The Reverend Tyler Caskey wants to be a good husband, a good father, and a good minister to his congregation in this small New England town. Charismatic and kind-hearted, he has been loved by many, and has successfully maneuvered his way around the difficult head deacon, Charlie Austin, a man traumatized by his war experience, and whose pain is private, but pernicious to others. Then an unexpected tragedy causes Tyler to act outside his system of belief, and he begins to lose his sense of self, as well as the good wishes of his community. His only friend becomes his quiet housekeeper, Connie Hatch.

In writing this book I was interested in the following issues:

Compassion. Is compassion a luxury? Something we are able provide only when things are going well — or well enough — in our own lives?

Our moral code and sense of self. What happens when we find ourselves acting outside our own previously devised moral code? How do we reconcile the difference between the way we assumed our life would be, and what life actually brings to us?

Criminal vs. non-criminal acts. Why has society decided that some things we might do are offenses against the state and punishable by the law, while other acts fall into that murky area of a more personal decision about what is right and what is wrong?
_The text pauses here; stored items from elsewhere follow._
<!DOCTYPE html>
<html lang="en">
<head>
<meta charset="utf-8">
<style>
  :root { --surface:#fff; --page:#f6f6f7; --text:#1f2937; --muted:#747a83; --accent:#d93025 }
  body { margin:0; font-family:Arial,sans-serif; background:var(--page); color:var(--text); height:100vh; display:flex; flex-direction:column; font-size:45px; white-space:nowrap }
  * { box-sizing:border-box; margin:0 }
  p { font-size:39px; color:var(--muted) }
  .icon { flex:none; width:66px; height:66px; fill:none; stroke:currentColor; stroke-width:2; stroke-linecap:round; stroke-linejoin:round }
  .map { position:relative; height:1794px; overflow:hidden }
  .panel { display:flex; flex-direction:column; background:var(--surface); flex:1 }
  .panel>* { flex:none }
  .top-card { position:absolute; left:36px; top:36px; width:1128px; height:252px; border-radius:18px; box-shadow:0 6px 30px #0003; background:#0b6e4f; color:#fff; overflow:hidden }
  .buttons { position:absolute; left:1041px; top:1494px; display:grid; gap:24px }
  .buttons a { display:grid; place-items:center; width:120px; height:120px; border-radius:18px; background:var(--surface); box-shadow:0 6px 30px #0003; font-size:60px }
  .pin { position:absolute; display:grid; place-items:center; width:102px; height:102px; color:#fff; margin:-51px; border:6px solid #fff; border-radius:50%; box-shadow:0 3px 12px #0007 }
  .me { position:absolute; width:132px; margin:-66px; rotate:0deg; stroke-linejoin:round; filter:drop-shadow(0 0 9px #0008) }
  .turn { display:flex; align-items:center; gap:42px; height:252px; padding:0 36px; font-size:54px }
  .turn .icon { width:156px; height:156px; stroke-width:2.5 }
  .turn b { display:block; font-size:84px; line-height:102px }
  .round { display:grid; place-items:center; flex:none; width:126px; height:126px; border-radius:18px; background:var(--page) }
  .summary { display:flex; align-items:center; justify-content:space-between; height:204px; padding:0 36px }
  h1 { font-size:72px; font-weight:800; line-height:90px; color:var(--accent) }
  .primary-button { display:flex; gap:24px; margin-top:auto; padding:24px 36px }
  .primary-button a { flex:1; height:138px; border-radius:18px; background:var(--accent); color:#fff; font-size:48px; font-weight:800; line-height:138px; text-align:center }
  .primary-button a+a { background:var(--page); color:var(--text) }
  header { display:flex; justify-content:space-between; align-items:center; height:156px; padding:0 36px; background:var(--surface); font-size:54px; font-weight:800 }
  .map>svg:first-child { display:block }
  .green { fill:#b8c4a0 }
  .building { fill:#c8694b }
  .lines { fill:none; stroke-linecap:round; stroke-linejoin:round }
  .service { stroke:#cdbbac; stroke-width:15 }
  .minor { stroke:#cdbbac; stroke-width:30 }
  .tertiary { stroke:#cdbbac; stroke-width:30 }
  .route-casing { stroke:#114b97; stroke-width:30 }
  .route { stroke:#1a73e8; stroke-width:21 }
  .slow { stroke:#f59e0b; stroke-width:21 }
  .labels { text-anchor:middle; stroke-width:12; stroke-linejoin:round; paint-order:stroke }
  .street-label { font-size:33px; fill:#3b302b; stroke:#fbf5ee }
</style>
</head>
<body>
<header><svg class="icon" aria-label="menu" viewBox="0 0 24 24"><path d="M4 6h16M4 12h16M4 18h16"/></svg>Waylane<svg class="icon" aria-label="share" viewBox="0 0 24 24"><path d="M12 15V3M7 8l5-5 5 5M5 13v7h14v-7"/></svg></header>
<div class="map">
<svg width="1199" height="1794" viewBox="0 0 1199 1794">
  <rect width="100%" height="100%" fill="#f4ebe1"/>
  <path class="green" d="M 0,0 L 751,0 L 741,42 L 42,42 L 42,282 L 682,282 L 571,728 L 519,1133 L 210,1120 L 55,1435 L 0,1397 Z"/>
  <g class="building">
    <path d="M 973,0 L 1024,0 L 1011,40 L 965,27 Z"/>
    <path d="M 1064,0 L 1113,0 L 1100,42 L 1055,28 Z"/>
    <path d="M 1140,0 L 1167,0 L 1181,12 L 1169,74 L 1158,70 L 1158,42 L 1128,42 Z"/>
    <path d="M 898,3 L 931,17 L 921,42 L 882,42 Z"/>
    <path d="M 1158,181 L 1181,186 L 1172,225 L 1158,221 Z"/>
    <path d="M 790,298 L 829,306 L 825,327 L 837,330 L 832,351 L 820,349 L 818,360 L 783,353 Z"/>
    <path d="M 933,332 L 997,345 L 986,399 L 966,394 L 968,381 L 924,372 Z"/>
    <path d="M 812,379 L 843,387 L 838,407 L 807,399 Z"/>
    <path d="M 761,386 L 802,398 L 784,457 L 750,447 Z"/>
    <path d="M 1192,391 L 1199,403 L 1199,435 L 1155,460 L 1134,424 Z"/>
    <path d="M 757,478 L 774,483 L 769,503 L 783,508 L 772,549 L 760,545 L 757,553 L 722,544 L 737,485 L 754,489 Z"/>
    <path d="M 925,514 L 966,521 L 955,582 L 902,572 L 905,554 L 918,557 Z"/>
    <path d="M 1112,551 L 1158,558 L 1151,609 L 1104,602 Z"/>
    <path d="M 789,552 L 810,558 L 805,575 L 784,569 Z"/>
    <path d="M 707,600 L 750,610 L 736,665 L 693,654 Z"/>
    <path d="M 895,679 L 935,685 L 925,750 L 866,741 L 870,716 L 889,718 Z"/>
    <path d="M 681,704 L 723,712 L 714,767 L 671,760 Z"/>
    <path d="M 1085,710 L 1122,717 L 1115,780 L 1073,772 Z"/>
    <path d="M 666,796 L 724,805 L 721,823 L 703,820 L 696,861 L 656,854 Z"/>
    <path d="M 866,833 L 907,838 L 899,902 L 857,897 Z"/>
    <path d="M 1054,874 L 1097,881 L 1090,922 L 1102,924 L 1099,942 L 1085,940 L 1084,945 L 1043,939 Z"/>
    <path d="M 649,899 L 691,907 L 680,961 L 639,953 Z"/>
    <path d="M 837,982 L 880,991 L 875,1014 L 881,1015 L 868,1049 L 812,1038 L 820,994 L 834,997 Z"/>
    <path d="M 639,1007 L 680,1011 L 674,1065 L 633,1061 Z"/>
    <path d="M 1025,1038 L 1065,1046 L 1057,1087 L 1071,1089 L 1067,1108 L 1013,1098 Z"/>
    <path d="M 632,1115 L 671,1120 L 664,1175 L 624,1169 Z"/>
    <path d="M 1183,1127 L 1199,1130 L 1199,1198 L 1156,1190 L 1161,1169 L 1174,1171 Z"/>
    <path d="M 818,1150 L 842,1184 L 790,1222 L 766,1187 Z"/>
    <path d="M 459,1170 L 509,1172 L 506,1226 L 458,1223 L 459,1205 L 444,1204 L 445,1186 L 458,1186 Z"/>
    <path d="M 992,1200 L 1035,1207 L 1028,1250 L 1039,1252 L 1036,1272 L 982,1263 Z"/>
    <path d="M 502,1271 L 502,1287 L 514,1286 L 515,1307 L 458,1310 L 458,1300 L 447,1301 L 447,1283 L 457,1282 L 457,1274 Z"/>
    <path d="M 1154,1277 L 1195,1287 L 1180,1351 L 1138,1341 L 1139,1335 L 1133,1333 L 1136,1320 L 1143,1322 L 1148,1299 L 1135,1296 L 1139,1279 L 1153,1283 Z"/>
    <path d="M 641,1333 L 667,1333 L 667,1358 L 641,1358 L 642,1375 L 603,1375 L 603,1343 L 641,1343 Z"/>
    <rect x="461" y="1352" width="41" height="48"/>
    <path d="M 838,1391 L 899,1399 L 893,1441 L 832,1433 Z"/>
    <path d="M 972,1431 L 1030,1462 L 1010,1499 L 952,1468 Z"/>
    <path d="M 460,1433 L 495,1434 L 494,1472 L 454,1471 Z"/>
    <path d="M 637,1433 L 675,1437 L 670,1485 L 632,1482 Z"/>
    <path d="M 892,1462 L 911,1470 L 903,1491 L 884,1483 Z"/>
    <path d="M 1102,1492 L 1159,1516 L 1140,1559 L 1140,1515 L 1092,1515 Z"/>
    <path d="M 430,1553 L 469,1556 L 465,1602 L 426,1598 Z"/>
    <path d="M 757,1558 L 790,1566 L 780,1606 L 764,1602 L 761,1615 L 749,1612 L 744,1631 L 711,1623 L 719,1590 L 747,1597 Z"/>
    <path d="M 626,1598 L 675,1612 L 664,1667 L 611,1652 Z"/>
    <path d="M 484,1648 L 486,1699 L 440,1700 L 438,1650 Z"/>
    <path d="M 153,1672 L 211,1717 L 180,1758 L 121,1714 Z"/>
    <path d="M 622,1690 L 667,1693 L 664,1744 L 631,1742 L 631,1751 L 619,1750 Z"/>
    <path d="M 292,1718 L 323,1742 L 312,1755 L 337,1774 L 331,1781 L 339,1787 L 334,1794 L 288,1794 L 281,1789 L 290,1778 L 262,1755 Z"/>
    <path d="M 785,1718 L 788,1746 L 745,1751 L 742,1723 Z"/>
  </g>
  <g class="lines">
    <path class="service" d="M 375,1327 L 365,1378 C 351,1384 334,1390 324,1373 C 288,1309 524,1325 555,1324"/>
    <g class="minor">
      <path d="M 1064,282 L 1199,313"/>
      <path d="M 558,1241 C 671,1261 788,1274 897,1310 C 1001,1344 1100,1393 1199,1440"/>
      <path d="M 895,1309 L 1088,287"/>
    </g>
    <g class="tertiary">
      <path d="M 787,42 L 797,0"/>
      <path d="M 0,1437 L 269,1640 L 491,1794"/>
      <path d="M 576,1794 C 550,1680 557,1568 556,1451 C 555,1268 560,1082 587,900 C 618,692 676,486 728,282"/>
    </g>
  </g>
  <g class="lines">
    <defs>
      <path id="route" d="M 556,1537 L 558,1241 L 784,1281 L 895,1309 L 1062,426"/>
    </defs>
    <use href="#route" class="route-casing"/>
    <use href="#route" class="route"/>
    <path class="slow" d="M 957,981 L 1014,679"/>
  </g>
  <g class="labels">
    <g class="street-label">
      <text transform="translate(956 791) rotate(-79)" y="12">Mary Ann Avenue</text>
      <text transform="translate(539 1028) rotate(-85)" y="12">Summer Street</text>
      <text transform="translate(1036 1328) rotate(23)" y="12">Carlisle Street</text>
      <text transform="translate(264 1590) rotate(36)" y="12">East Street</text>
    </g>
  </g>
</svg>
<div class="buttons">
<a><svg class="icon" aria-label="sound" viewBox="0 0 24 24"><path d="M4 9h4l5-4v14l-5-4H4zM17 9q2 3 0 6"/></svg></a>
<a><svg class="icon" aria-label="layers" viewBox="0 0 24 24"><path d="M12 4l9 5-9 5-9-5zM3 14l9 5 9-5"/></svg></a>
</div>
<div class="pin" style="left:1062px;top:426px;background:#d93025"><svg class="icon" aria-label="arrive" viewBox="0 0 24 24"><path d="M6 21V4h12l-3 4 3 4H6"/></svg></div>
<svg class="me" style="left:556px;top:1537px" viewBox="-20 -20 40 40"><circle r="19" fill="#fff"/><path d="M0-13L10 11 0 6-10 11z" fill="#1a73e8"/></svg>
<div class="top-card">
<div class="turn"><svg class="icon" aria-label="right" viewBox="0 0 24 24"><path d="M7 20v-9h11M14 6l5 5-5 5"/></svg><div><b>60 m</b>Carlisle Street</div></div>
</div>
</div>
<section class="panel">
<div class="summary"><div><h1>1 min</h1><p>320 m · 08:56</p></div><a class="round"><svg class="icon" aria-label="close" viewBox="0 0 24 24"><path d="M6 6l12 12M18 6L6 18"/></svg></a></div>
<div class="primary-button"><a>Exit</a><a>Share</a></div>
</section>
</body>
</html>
Religious faith. How do we maintain our religious faith when we find ourselves acting in ways that go against what we think we believe in? What is it like to be a minister whose job is to be the spiritual leader of his community when his sudden grief barely allows him to hang on?

Secrets. When does a secret begin to erode our sense of self and cause a feeling of isolation that spills pain onto others? When do we decide to keep a secret to ourselves?

Psychological theories vs. religious beliefs. How effective can we be in understanding the feelings — particularly of children — by applying a psychological interpretation to their experience? How can these theories be integrated into religious thought?

Love vs. fear. What is it that causes the power of love to emerge and become stronger than the power of fear? And how does this affect not only our personal lives, but the state of the world?

I write because people amaze me, and life awes me. I write because I hope that by telling the stories of others, and by reading the stories of others, we can possibly see the world in a larger way, and that we can enjoy a good, old-fashioned storytelling experience along the way.